2週目以降は在宅患者訪問点滴注射指示書のみ〇で囲い発行となります。
在宅での点滴注射実施における加算算定をする場合、以下の項目に注意して算定しなければなりません。
医師の点滴指示が週2日以下だった場合には加算算定できない
医療機関は、在宅患者訪問点滴注射管理指導料は週3日以上の指示を行わないと算定できません。
ただし、週3日以上の指示を行った後に患者の入院等の事情で結果的に3日以上実施できなかった場合は、注射の薬剤料のみ請求できます。
同様に訪問看護でも、週2日以下の点滴注射については在宅患者訪問看護・指導料及び特別管理加算の算定はできません。
また、週3回未満の点滴注射の場合は一般の訪問看護指示書のみでかまいません。
ただし、正確に点滴が実施できるよう内容を指示書等に詳細に記載してもあることが必要です。
在宅患者訪問点滴注射管理指導料を算定する起算日に注意する
在宅患者訪問点滴注射管理指導料の算定は1週間につき3日以上の点滴を行われた場合、その3日目に1度算定できます。
日~土の7日間に1度のみ算定できるという意味合いであり、例えば、土・日・月だと土曜日始まりで週をまたいでしまうから算定できない、というわけではありません。

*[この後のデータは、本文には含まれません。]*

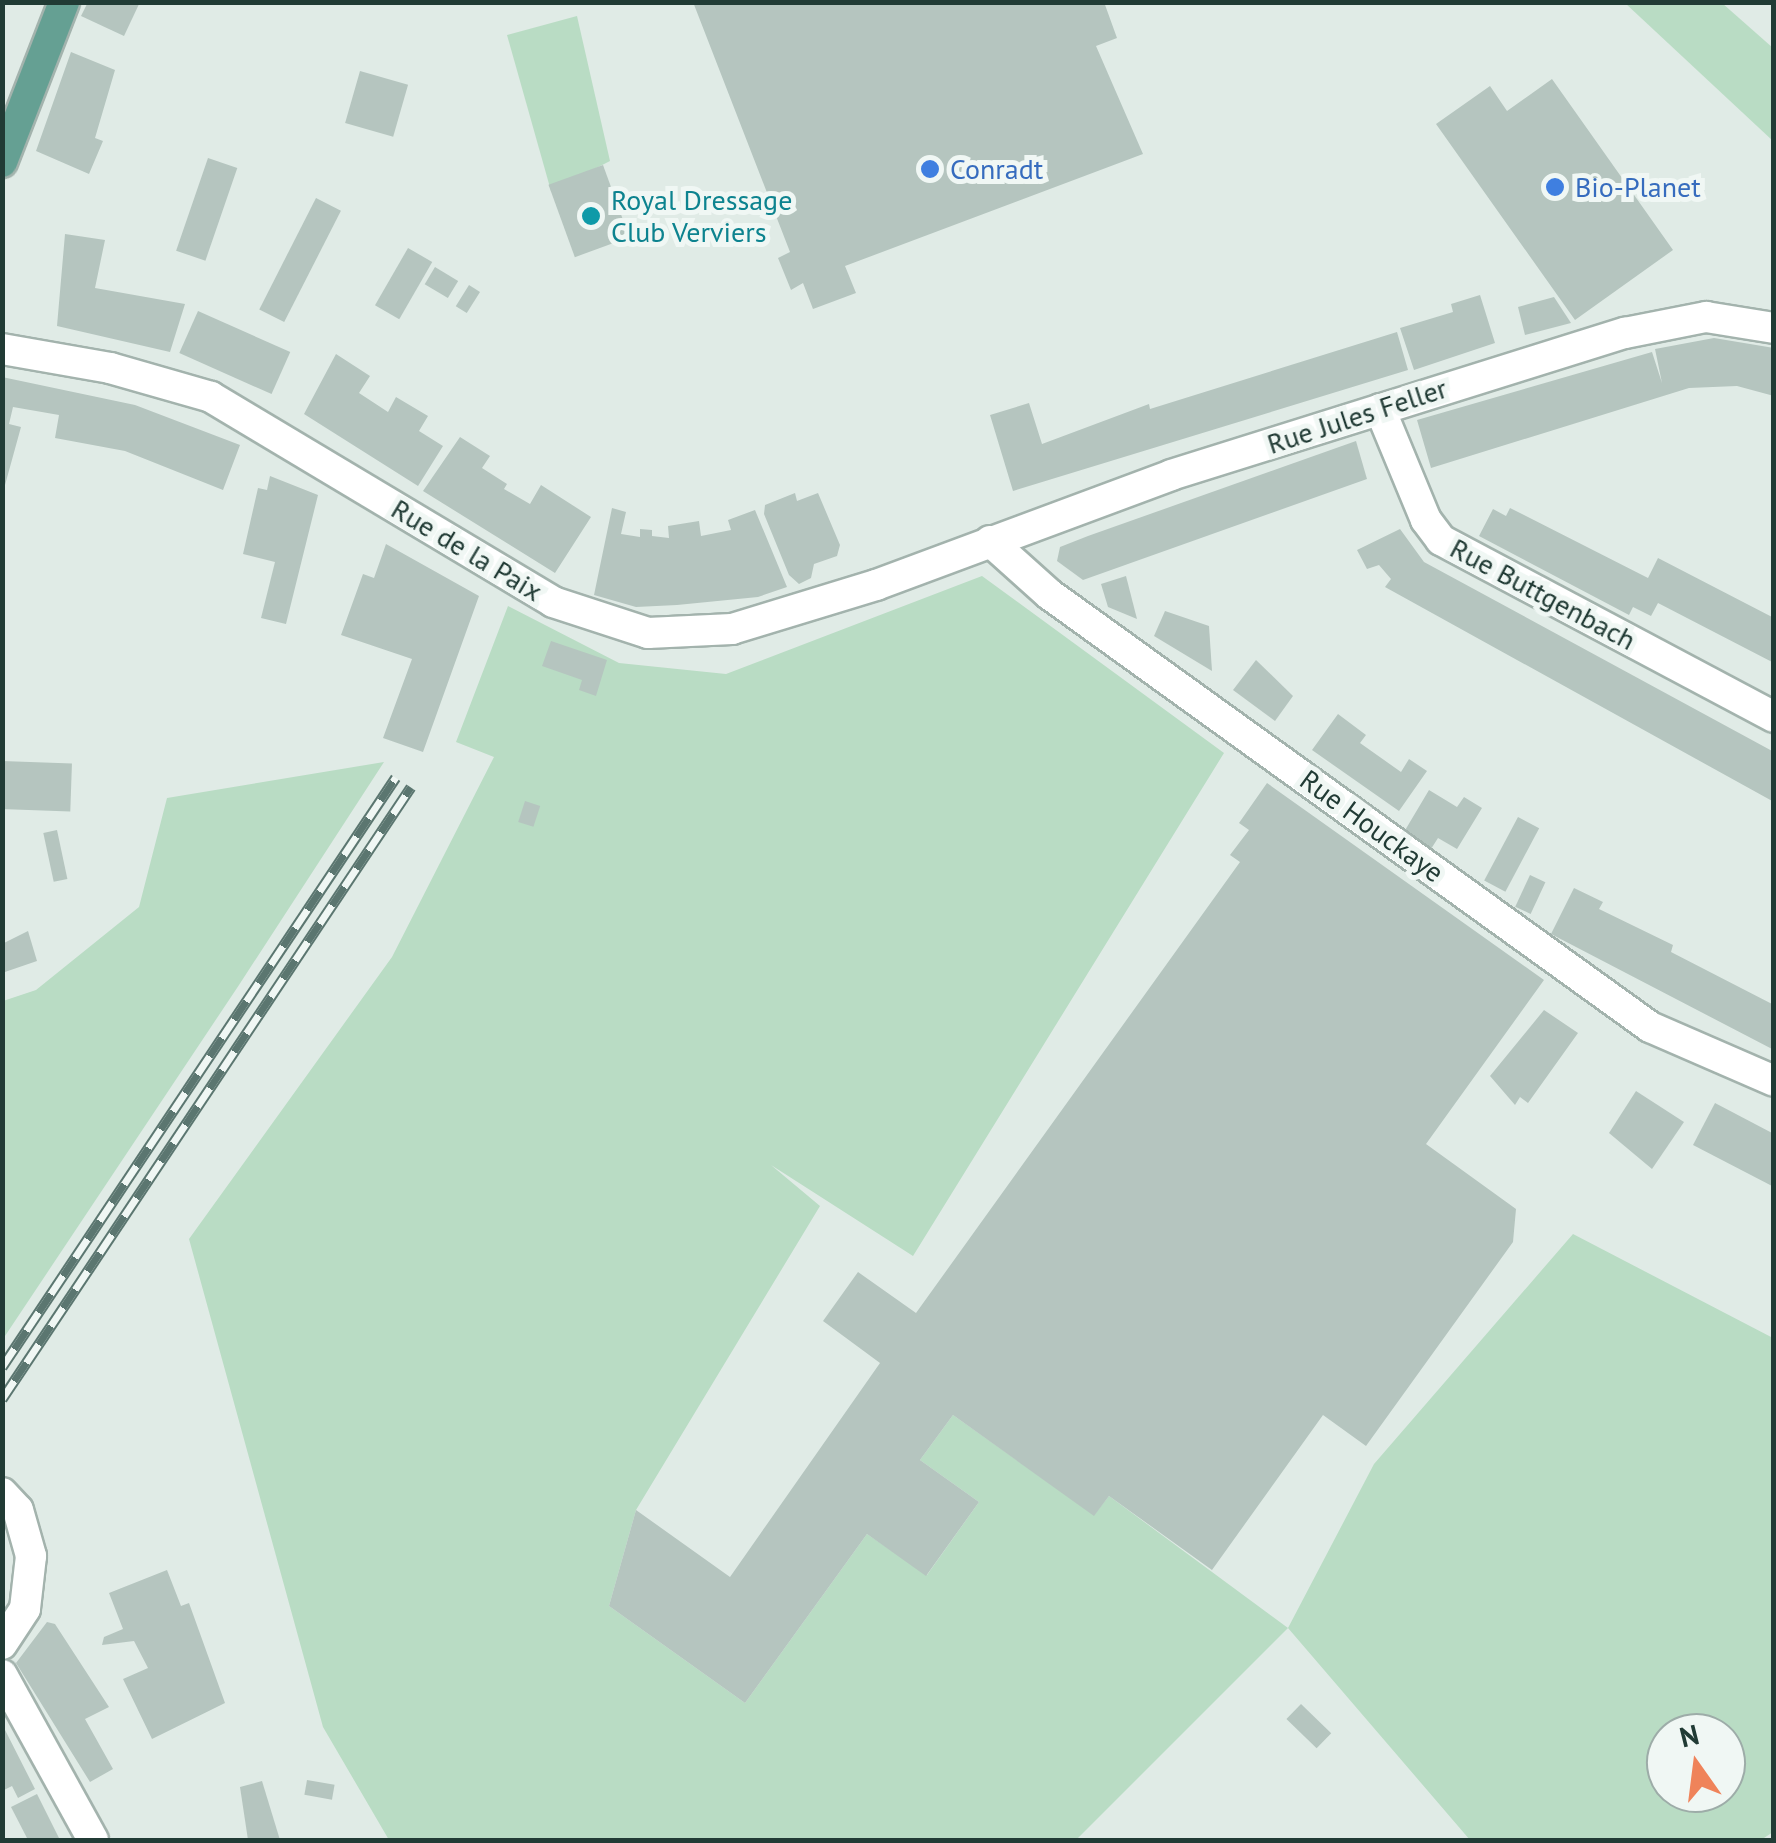 <!DOCTYPE html>
<style>
body{margin:0}
#map{position:relative;width:1776px;height:1843px;overflow:hidden;background:#e0ebe6;font-family:"PT Sans",sans-serif}
div>[style]{position:absolute}
.green>*{inset:0;background:#b9dcc4}
.building>*{inset:0;background:#b5c5bf;transform-origin:0 0}
.roads{filter:drop-shadow(2px 0 #a3b3ad) drop-shadow(-2px 0 #a3b3ad) drop-shadow(0 2px #a3b3ad) drop-shadow(0 -2px #a3b3ad)}
.minor>*{height:30px;margin:-15px;padding:0 15px;transform-origin:15px;border-radius:15px;background:#fff}
.major>*{height:30px;margin:-15px;padding:0 15px;transform-origin:15px;border-radius:15px;background:#65a093}
.rail>*{height:11px;margin-top:-5.5px;transform-origin:0;background:repeating-linear-gradient(90deg,#f0f7f4 0 22px,#5b7670 0 44px);box-sizing:border-box;border-block:2px solid #5b7670}
.dots>*{width:28px;height:28px;translate:-50% -50%;box-sizing:border-box;border:5px solid #f0f7f4;border-radius:50%}
span{translate:-50% -50%;white-space:nowrap;text-align:center;line-height:1.15;-webkit-text-stroke:10px #f0f7f4;paint-order:stroke}
.shop-label{font-size:28px;color:#366cbe}
.left{translate:0 -50%;text-align:left}
.culture-label{font-size:28px;color:#0d838f}
.street-label{font-size:28px;color:#213b35}
.frame{position:absolute;inset:0;border:5px solid #213b35;pointer-events:none}
.north{position:absolute;left:1646px;top:1713px;width:100px;height:100px;box-sizing:border-box;background:#f0f7f4;border:2px solid #9daca8;border-radius:50%;rotate:346deg;font-size:28px;font-weight:700;line-height:40px;text-align:center;color:#213b35}
.north::after{content:'';display:block;margin:auto;width:35px;height:45px;background:#ef835a;clip-path:polygon(50% 0,100% 100%,50% 72%,0 100%)}
</style>
<div id="map">
<div class="green">
<div style="clip-path:polygon(1625px 3px,1722px 3px,1773px 48px,1773px 141px)"></div>
<div style="clip-path:polygon(577px 16px,610px 161px,551px 191px,507px 35px)"></div>
<div style="clip-path:polygon(evenodd,982px 576px,1224px 753px,913px 1256px,771px 1165px,820px 1206px,636px 1510px,609px 1606px,745px 1703px,867px 1534px,927px 1575px,979px 1502px,920px 1460px,953px 1415px,1094px 1515px,1109px 1496px,1288px 1628px,1374px 1464px,1573px 1234px,1773px 1338px,1773px 1832px,1761px 1840px,1470px 1840px,1288px 1628px,1076px 1840px,389px 1840px,323px 1727px,189px 1239px,392px 957px,494px 757px,456px 742px,508px 606px,619px 663px,726px 674px,982px 576px,1666px 1733px,1726px 1733px,1726px 1793px,1666px 1793px,1666px 1733px)"></div>
<div style="clip-path:polygon(384px 762px,239px 985px,3px 1339px,3px 1001px,36px 990px,139px 907px,167px 798px)"></div>
</div>
<div class="building">
<div style="clip-path:polygon(88px 2px,140px 2px,124px 36px,81px 16px)"></div>
<div style="clip-path:polygon(693px 2px,1104px 2px,1117px 38px,1096px 46px,1143px 154px,845px 266px,856px 293px,813px 309px,803px 283px,791px 290px,778px 258px,790px 252px)"></div>
<div style="clip-path:polygon(71px 52px,115px 70px,95px 138px,103px 141px,89px 174px,36px 151px)"></div>
<div style="left:360px;top:71px;width:50px;height:54px;rotate:16deg"></div>
<div style="clip-path:polygon(1552px 79px,1673px 250px,1575px 320px,1436px 124px,1490px 86px,1507px 111px)"></div>
<div style="left:208px;top:158px;width:31px;height:98px;rotate:19deg"></div>
<div style="left:603px;top:165px;width:77px;height:58px;rotate:70deg"></div>
<div style="left:316px;top:198px;width:28px;height:125px;rotate:27deg"></div>
<div style="clip-path:polygon(65px 234px,105px 240px,95px 288px,185px 304px,170px 352px,57px 326px)"></div>
<div style="left:408px;top:248px;width:28px;height:66px;rotate:30deg"></div>
<div style="left:435px;top:267px;width:27px;height:20px;rotate:31deg"></div>
<div style="left:469px;top:285px;width:13px;height:25px;rotate:32deg"></div>
<div style="clip-path:polygon(1480px 295px,1495px 343px,1414px 370px,1400px 328px,1453px 312px,1451px 304px)"></div>
<div style="clip-path:polygon(1554px 297px,1571px 323px,1525px 335px,1518px 307px)"></div>
<div style="left:198px;top:311px;width:101px;height:46px;rotate:24deg"></div>
<div style="clip-path:polygon(1397px 332px,1408px 370px,1013px 491px,990px 415px,1029px 403px,1042px 444px,1149px 404px,1150px 409px)"></div>
<div style="clip-path:polygon(1714px 338px,1774px 348px,1774px 396px,1737px 386px,1689px 388px,1431px 468px,1417px 420px,1652px 352px,1662px 383px,1655px 349px)"></div>
<div style="clip-path:polygon(336px 354px,370px 376px,359px 393px,388px 412px,396px 397px,428px 416px,419px 431px,443px 446px,418px 486px,304px 414px)"></div>
<div style="clip-path:polygon(2px 377px,135px 405px,240px 445px,223px 490px,125px 451px,55px 438px,59px 415px,13px 407px,9px 424px,21px 427px,2px 496px)"></div>
<div style="clip-path:polygon(460px 437px,490px 456px,482px 468px,507px 484px,504px 489px,530px 504px,541px 485px,591px 517px,555px 573px,423px 491px)"></div>
<div style="clip-path:polygon(1356px 441px,1367px 479px,1083px 580px,1057px 561px,1060px 547px,1088px 536px)"></div>
<div style="clip-path:polygon(270px 476px,318px 495px,286px 624px,261px 618px,275px 562px,243px 554px,258px 488px,267px 490px)"></div>
<div style="clip-path:polygon(795px 493px,797px 501px,818px 493px,840px 545px,837px 556px,814px 564px,811px 578px,799px 584px,789px 575px,764px 514px,765px 505px)"></div>
<div style="clip-path:polygon(612px 508px,626px 512px,621px 534px,640px 537px,640px 529px,652px 530px,652px 536px,669px 538px,668px 526px,699px 521px,701px 536px,731px 530px,728px 520px,755px 510px,787px 587px,758px 597px,677px 605px,636px 607px,594px 595px)"></div>
<div style="clip-path:polygon(1510px 508px,1648px 578px,1658px 558px,1774px 618px,1774px 663px,1658px 603px,1651px 616px,1633px 607px,1629px 615px,1479px 536px,1493px 509px,1506px 516px)"></div>
<div style="clip-path:polygon(1400px 529px,1424px 562px,1774px 752px,1774px 802px,1385px 587px,1391px 579px,1379px 565px,1367px 569px,1357px 550px)"></div>
<div style="clip-path:polygon(386px 544px,479px 596px,423px 752px,383px 738px,412px 659px,341px 635px,363px 574px,374px 578px)"></div>
<div style="clip-path:polygon(1126px 576px,1137px 619px,1108px 607px,1101px 584px)"></div>
<div style="clip-path:polygon(1165px 611px,1209px 626px,1212px 671px,1154px 636px)"></div>
<div style="clip-path:polygon(551px 641px,607px 660px,596px 696px,579px 690px,582px 680px,542px 666px)"></div>
<div style="clip-path:polygon(1256px 660px,1293px 696px,1275px 721px,1233px 690px)"></div>
<div style="clip-path:polygon(1338px 714px,1366px 735px,1360px 743px,1401px 772px,1409px 759px,1427px 771px,1399px 811px,1312px 750px)"></div>
<div style="left:2px;top:761px;width:70px;height:48px;rotate:2deg"></div>
<div style="clip-path:polygon(1267px 783px,1544px 980px,1426px 1144px,1516px 1209px,1513px 1242px,1366px 1446px,1323px 1415px,1212px 1570px,1109px 1496px,1094px 1516px,953px 1415px,920px 1460px,979px 1502px,926px 1576px,867px 1534px,745px 1703px,609px 1606px,636px 1510px,730px 1577px,880px 1363px,823px 1321px,858px 1272px,916px 1313px,1240px 862px,1230px 855px,1249px 830px,1239px 823px)"></div>
<div style="clip-path:polygon(1429px 790px,1457px 807px,1464px 797px,1482px 808px,1457px 849px,1438px 838px,1431px 849px,1404px 832px)"></div>
<div style="left:525px;top:801px;width:16px;height:22px;rotate:18deg"></div>
<div style="left:1518px;top:817px;width:24px;height:72px;rotate:28deg"></div>
<div style="left:57px;top:830px;width:50px;height:14px;rotate:78deg"></div>
<div style="left:1530px;top:875px;width:17px;height:35px;rotate:25deg"></div>
<div style="clip-path:polygon(1574px 888px,1603px 902px,1599px 909px,1673px 945px,1671px 952px,1774px 1005px,1774px 1050px,1551px 934px)"></div>
<div style="clip-path:polygon(28px 931px,37px 961px,2px 973px,2px 944px)"></div>
<div style="clip-path:polygon(1544px 1010px,1578px 1033px,1528px 1103px,1520px 1097px,1515px 1105px,1490px 1076px)"></div>
<div style="clip-path:polygon(1636px 1091px,1684px 1122px,1652px 1169px,1609px 1133px)"></div>
<div style="clip-path:polygon(1715px 1103px,1774px 1134px,1774px 1187px,1693px 1145px)"></div>
<div style="clip-path:polygon(167px 1570px,181px 1606px,189px 1603px,225px 1703px,152px 1739px,123px 1679px,148px 1668px,134px 1641px,102px 1645px,104px 1637px,123px 1629px,109px 1593px)"></div>
<div style="clip-path:polygon(47px 1622px,55px 1624px,109px 1707px,85px 1719px,113px 1769px,90px 1782px,16px 1663px)"></div>
<div style="left:1301px;top:1704px;width:42px;height:21px;rotate:44deg"></div>
<div style="clip-path:polygon(2px 1724px,35px 1789px,18px 1798px,12px 1786px,2px 1791px)"></div>
<div style="left:307px;top:1780px;width:28px;height:15px;rotate:10deg"></div>
<div style="clip-path:polygon(262px 1781px,280px 1840px,248px 1840px,240px 1787px)"></div>
<div style="clip-path:polygon(37px 1794px,60px 1840px,28px 1840px,11px 1807px)"></div>
</div>
<div class="roads">
<div class="minor">
<div style="left:2px;top:349px;width:110px;rotate:10deg"></div>
<div style="left:110px;top:368px;width:105px;rotate:16deg"></div>
<div style="left:211px;top:397px;width:399px;rotate:30.9deg"></div>
<div style="left:553px;top:602px;width:100px;rotate:18.1deg"></div>
<div style="left:648px;top:633px;width:84px;rotate:-2.7deg"></div>
<div style="left:732px;top:629px;width:151px;rotate:-17deg"></div>
<div style="left:876px;top:585px;width:315px;rotate:-20.4deg"></div>
<div style="left:1171px;top:475px;width:476px;rotate:-17.4deg"></div>
<div style="left:1625px;top:333px;width:83px;rotate:-11.2deg"></div>
<div style="left:1706px;top:317px;width:69px;rotate:9.2deg"></div>
<div style="left:1380px;top:409px;width:120px;rotate:67.5deg"></div>
<div style="left:1426px;top:520px;width:25px;rotate:53deg"></div>
<div style="left:1441px;top:540px;width:377px;rotate:28deg"></div>
<div style="left:990px;top:541px;width:79px;rotate:41.9deg"></div>
<div style="left:1049px;top:594px;width:741px;rotate:35.77deg"></div>
<div style="left:1650px;top:1027px;width:135px;rotate:23.5deg"></div>
<div style="left:2px;top:1493px;width:23px;rotate:47deg"></div>
<div style="left:18px;top:1510px;width:48px;rotate:74.2deg"></div>
<div style="left:31px;top:1556px;width:53px;rotate:96.5deg"></div>
<div style="left:25px;top:1609px;width:42px;rotate:123.3deg"></div>
<div style="left:2px;top:1675px;width:188px;rotate:61.1deg"></div>
</div>
<div class="major">
<div style="left:2px;top:162px;width:172px;rotate:-68.8deg"></div>
</div>
</div>
<div class="rail">
<div style="left:2px;top:1367px;width:709px;rotate:-56.27deg"></div>
<div style="left:2px;top:1399px;width:736px;rotate:-56.25deg"></div>
</div>
<div class="dots">
<div style="left:930px;top:169px;background:#3f7fe0"></div>
<div style="left:1555px;top:187px;background:#3f7fe0"></div>
<div style="left:591px;top:216px;background:#0f9aa8"></div>
</div>
<div class="shop-label">
<span class="left" style="left:950px;top:169px">Conradt</span>
<span class="left" style="left:1575px;top:187px">Bio-Planet</span>
</div>
<div class="culture-label">
<span class="left" style="left:611px;top:216px">Royal Dressage<br>Club Verviers</span>
</div>
<div class="street-label">
<span style="left:1357px;top:416px;rotate:-18deg">Rue Jules Feller</span>
<span style="left:467px;top:550px;rotate:31deg">Rue de la Paix</span>
<span style="left:1543px;top:594px;rotate:28deg">Rue Buttgenbach</span>
<span style="left:1372px;top:826px;rotate:36deg">Rue Houckaye</span>
</div>
<div class="frame"></div>
<div class="north">N</div>
</div>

土・日・月の3日間の点滴指示ののち、同じ週に水・木・金の点滴指示の場合
土・日・月の3日目である月曜日に算定可能
この週の算定はすでに取ってしまったため、水・木・金の分は在宅患者訪問点滴注射管理指導の算定はできないことになります。
中心静脈栄養の場合には訪問看護指示書に指示を記載する
中心静脈栄養の場合は点滴注射と異なり在宅患者訪問点滴注射指示書は必要ありません。
点滴の内容については訪問看護指示書への記載が必要です。
まとめ
在宅患者訪問点滴注射管理指導料とは点滴指示の医師が算定できるものです。
しかし、訪問看護で特別管理加算を算定する際には知っておきたい加算でもあります。
正しい算定要件を把握し、加算を確実に請求していきましょう。